We present a novel approach for long-term human trajectory prediction in indoor human-centric environments, which is essential for long-horizon robot planning in these environments. State-of-the-art human trajectory prediction methods are limited by their focus on collision avoidance and short-term planning, and their inability to model complex interactions of humans with the environment. In contrast, our approach overcomes these limitations by predicting sequences of human interactions with the environment and using this information to guide trajectory predictions over a horizon of up to 60s. We leverage Large Language Models (LLMs) to predict interactions with the environment by conditioning the LLM prediction on rich contextual information about the scene. This information is given as a 3D Dynamic Scene Graph that encodes the geometry, semantics, and traversability of the environment into a hierarchical representation. We then ground these interaction sequences into multi-modal spatio-temporal distributions over human positions using a probabilistic approach based on continuous-time Markov Chains. To evaluate our approach, we introduce a new semi-synthetic dataset of long-term human trajectories in complex indoor environments, which also includes annotations of human-object interactions. We show in thorough experimental evaluations that our approach achieves a 54% lower average negative log-likelihood and a 26.5% lower Best-of-20 displacement error compared to the best non-privileged (i.e., evaluated in a zero-shot fashion on the dataset) baselines for a time horizon of 60s.
Paper Structure (8 sections, 4 equations, 6 figures, 5 tables)

This paper contains 8 sections, 4 equations, 6 figures, 5 tables.

Figures (6)

  • Figure 1: Our method, LP$^2$, predicts a spatio-temporal distribution over long-term (up to $60s$) human trajectories in complex environments by reasoning about their interactions with the scene, represented as a 3D Dynamic Scene Graph.
  • Figure 2: Approach overview. The interaction sequence prediction (ISP) module estimates sequences of future interactions with the environment using the rich semantic information of the scene graph $S$. The probabilistic trajectory prediction (PTP) module connects these sequences into cohesive trajectories and predicts a continuous spatio-temporal probability distribution over the future human position in the environment.
  • Figure 3: Interaction sequence tree $T_I$. The LLM is auto-regressively prompted with the scene $S$ and the previous interactions $A_p$ to predict the next interactions (green nodes).

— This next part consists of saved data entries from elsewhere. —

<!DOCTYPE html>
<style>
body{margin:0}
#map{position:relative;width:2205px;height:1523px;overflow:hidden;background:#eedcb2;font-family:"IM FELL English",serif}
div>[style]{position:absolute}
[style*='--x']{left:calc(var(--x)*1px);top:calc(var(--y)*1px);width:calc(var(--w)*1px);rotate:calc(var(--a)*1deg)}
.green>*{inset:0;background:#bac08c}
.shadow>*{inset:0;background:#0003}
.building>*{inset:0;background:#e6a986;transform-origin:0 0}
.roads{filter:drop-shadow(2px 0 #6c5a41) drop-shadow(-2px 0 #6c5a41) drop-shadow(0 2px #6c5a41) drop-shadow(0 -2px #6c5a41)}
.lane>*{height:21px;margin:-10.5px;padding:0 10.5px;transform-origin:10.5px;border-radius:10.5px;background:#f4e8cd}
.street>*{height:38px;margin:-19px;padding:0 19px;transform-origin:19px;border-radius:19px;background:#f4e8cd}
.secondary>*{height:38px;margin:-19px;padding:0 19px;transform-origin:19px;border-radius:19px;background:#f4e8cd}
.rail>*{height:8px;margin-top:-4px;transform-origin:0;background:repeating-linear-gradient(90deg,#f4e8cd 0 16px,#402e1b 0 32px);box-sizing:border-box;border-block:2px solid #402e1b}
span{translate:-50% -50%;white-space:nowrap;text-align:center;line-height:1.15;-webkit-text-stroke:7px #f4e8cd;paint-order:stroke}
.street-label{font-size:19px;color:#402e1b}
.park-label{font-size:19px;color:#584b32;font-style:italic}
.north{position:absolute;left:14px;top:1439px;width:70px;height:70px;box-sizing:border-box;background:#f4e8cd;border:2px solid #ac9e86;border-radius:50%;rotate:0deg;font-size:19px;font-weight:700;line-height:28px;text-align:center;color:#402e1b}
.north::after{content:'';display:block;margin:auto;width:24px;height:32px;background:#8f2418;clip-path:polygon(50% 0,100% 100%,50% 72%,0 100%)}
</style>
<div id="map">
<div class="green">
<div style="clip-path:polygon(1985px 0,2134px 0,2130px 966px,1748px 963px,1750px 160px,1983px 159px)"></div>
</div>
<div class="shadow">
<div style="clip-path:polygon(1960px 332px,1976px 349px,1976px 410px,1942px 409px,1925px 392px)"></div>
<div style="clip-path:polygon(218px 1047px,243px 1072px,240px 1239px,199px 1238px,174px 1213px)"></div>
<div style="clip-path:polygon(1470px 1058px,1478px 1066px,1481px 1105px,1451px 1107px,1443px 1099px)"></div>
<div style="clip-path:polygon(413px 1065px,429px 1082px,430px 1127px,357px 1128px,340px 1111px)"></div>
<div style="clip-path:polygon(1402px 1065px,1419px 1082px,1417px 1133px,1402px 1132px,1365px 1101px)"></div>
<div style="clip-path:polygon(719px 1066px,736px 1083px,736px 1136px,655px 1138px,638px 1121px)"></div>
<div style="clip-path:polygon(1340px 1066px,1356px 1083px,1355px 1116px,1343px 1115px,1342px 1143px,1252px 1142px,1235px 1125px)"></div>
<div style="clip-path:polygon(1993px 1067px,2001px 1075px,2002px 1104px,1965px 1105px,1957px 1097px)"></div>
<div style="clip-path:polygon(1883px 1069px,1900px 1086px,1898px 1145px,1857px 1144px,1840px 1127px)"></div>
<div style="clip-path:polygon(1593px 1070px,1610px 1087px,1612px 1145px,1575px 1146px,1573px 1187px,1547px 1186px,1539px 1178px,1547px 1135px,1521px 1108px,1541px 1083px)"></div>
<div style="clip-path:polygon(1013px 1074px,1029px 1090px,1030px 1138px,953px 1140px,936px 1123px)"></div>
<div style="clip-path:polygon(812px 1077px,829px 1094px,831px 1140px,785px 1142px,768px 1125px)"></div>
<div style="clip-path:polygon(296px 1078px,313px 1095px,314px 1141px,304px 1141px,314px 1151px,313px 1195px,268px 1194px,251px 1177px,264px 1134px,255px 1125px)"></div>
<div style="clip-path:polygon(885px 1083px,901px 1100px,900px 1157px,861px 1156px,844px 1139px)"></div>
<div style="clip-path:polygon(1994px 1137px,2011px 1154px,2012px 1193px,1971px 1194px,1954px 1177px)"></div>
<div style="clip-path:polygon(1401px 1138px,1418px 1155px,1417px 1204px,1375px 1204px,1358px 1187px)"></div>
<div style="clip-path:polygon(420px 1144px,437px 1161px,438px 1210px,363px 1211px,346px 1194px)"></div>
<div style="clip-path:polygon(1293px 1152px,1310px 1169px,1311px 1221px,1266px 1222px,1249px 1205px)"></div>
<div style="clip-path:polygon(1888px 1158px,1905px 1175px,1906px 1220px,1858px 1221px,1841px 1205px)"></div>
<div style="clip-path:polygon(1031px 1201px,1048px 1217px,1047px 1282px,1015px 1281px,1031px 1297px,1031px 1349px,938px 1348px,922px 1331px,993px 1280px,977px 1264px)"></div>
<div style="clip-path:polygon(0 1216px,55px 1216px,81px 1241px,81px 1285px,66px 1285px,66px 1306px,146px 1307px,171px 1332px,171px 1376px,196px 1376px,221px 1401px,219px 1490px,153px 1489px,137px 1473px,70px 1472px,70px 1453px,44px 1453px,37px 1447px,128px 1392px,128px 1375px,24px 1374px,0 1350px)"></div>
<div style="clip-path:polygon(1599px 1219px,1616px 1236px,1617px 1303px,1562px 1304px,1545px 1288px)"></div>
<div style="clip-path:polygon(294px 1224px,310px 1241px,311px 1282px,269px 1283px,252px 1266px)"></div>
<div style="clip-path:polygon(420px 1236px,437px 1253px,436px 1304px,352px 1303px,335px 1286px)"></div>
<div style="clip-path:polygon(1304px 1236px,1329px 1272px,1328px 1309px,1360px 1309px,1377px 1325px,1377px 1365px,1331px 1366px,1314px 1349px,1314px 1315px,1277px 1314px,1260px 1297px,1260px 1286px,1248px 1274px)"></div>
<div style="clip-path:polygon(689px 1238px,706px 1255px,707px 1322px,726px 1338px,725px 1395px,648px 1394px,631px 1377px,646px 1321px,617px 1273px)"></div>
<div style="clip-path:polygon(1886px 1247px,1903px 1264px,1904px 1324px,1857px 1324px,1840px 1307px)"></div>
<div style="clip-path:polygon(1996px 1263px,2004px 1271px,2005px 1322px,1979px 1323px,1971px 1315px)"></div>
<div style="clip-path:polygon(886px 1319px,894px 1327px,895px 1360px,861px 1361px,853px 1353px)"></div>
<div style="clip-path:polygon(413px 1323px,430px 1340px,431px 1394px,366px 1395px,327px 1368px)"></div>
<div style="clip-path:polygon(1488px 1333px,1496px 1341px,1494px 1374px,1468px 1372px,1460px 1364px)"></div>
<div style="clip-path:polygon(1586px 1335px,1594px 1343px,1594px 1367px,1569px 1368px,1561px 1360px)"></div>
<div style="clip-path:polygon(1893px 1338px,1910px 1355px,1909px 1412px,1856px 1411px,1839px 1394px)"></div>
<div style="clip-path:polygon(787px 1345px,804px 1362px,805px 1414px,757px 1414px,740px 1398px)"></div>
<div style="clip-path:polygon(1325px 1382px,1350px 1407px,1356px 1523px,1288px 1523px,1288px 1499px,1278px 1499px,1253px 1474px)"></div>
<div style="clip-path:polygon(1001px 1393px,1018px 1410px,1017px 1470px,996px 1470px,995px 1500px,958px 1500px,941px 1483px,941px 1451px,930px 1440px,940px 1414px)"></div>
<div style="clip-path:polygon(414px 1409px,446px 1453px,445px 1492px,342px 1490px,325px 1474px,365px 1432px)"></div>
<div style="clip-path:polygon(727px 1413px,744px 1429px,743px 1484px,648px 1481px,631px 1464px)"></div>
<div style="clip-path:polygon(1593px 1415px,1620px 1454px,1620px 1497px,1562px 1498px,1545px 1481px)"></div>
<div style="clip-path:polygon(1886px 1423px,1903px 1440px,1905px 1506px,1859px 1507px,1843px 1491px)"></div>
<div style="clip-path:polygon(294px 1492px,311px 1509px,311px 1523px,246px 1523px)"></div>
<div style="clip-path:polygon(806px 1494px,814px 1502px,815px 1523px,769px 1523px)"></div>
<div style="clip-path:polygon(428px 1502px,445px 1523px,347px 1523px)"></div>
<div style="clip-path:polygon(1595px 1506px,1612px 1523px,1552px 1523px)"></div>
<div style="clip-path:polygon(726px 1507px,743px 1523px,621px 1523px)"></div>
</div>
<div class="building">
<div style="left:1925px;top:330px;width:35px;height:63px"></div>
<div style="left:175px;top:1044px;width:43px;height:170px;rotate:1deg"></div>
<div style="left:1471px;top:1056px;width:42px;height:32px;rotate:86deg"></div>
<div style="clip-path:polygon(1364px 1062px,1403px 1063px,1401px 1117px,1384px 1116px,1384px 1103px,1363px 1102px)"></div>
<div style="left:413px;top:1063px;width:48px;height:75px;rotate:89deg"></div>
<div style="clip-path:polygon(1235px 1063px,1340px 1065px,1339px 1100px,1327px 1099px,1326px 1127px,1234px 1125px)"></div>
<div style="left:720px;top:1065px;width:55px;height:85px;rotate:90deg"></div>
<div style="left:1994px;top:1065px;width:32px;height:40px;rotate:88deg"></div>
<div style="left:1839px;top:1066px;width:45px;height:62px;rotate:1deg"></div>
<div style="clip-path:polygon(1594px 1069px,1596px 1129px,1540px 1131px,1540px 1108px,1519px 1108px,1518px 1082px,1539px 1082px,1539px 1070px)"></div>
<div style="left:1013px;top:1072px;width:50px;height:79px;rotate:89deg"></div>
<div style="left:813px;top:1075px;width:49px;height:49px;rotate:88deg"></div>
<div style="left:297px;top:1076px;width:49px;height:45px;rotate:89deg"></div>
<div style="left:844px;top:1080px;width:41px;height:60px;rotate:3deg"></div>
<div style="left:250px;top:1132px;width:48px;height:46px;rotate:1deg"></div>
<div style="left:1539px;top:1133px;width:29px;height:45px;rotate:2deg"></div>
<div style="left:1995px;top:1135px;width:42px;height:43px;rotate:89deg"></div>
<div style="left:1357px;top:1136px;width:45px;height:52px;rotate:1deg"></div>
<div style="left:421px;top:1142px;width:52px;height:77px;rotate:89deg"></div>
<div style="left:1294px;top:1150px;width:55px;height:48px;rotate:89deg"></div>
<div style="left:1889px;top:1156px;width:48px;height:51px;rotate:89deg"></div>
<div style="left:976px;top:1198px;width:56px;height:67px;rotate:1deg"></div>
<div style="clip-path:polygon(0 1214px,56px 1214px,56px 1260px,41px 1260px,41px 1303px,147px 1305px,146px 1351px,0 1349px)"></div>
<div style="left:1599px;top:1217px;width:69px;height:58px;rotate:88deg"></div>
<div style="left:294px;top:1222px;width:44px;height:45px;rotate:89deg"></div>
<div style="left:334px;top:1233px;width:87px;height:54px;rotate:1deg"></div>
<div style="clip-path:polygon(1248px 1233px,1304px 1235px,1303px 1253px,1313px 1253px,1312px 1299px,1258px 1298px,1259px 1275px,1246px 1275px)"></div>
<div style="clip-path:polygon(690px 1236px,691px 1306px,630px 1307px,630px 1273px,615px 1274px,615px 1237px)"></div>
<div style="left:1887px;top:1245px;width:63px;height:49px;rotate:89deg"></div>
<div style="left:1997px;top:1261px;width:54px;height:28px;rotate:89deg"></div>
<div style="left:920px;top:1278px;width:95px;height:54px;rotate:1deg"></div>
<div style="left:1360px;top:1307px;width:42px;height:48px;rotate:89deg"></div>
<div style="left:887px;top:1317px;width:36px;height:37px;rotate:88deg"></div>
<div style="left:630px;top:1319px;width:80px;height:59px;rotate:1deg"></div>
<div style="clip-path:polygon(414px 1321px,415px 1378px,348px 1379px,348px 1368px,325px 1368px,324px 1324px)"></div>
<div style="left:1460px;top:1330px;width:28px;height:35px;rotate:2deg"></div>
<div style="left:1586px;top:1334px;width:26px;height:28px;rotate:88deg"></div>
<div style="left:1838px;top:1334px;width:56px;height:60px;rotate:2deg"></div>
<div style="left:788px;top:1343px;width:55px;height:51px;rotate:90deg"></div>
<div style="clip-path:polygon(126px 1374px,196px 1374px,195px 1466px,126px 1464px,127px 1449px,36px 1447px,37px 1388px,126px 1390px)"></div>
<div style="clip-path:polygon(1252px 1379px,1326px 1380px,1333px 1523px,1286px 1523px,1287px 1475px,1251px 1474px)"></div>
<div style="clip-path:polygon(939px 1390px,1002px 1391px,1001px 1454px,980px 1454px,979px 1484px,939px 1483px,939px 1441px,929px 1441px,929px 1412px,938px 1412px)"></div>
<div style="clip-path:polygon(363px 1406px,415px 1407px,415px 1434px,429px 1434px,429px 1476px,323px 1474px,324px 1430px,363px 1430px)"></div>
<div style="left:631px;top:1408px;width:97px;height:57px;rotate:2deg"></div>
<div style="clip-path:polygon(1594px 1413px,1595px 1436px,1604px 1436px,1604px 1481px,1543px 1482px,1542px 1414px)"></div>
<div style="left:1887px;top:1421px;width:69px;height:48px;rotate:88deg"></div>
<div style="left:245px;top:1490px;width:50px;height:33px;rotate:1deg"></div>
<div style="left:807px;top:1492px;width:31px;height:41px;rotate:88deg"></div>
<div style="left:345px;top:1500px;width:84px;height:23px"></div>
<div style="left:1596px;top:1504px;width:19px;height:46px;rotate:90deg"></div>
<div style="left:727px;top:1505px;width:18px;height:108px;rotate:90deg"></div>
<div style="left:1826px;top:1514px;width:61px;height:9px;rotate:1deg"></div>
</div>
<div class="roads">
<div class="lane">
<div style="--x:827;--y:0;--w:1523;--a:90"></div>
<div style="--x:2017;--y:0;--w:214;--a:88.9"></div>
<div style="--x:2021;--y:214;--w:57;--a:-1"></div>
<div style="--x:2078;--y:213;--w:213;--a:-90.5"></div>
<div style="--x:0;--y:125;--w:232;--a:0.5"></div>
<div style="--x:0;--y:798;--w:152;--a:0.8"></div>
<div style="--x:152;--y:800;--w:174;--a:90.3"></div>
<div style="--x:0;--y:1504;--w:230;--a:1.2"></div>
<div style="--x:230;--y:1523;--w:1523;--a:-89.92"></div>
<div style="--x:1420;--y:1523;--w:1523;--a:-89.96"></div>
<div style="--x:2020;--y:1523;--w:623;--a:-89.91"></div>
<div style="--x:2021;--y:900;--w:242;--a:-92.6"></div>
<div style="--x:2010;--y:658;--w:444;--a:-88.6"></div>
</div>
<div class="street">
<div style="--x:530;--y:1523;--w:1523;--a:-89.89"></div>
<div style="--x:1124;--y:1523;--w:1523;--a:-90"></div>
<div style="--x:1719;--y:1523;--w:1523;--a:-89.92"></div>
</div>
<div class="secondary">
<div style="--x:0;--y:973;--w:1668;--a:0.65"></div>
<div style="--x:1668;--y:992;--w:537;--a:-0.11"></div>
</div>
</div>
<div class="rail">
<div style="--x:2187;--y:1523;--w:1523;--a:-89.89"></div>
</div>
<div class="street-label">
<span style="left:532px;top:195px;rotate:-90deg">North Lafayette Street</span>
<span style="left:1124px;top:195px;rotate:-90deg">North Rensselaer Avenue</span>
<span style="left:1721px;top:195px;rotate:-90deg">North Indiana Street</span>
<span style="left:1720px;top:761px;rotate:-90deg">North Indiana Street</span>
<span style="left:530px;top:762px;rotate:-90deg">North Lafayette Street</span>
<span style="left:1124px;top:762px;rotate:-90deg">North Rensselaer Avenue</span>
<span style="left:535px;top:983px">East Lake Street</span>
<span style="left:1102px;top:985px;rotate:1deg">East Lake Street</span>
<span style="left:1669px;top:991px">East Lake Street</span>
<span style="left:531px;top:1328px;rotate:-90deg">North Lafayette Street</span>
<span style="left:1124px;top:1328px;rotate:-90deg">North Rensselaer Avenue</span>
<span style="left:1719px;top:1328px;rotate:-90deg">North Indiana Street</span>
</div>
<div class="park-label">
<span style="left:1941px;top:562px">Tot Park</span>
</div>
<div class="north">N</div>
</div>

Shortest paths spatially connect interactions (gray nodes). Progression through the tree over time is modeled as a CTMC with probability-based transition rates (blue). As time progresses, the probability mass moves from left to right.
  • Figure 4: Spatio-temporal distribution over the human's predicted position (orange) progressing through time. True trajectory colored from light at $t=0s$ to dark at $t=60s$ green.
  • Figure 5: Example trajectories in the office (left) and home (right). Trajectory is shown in green (past) and red (future).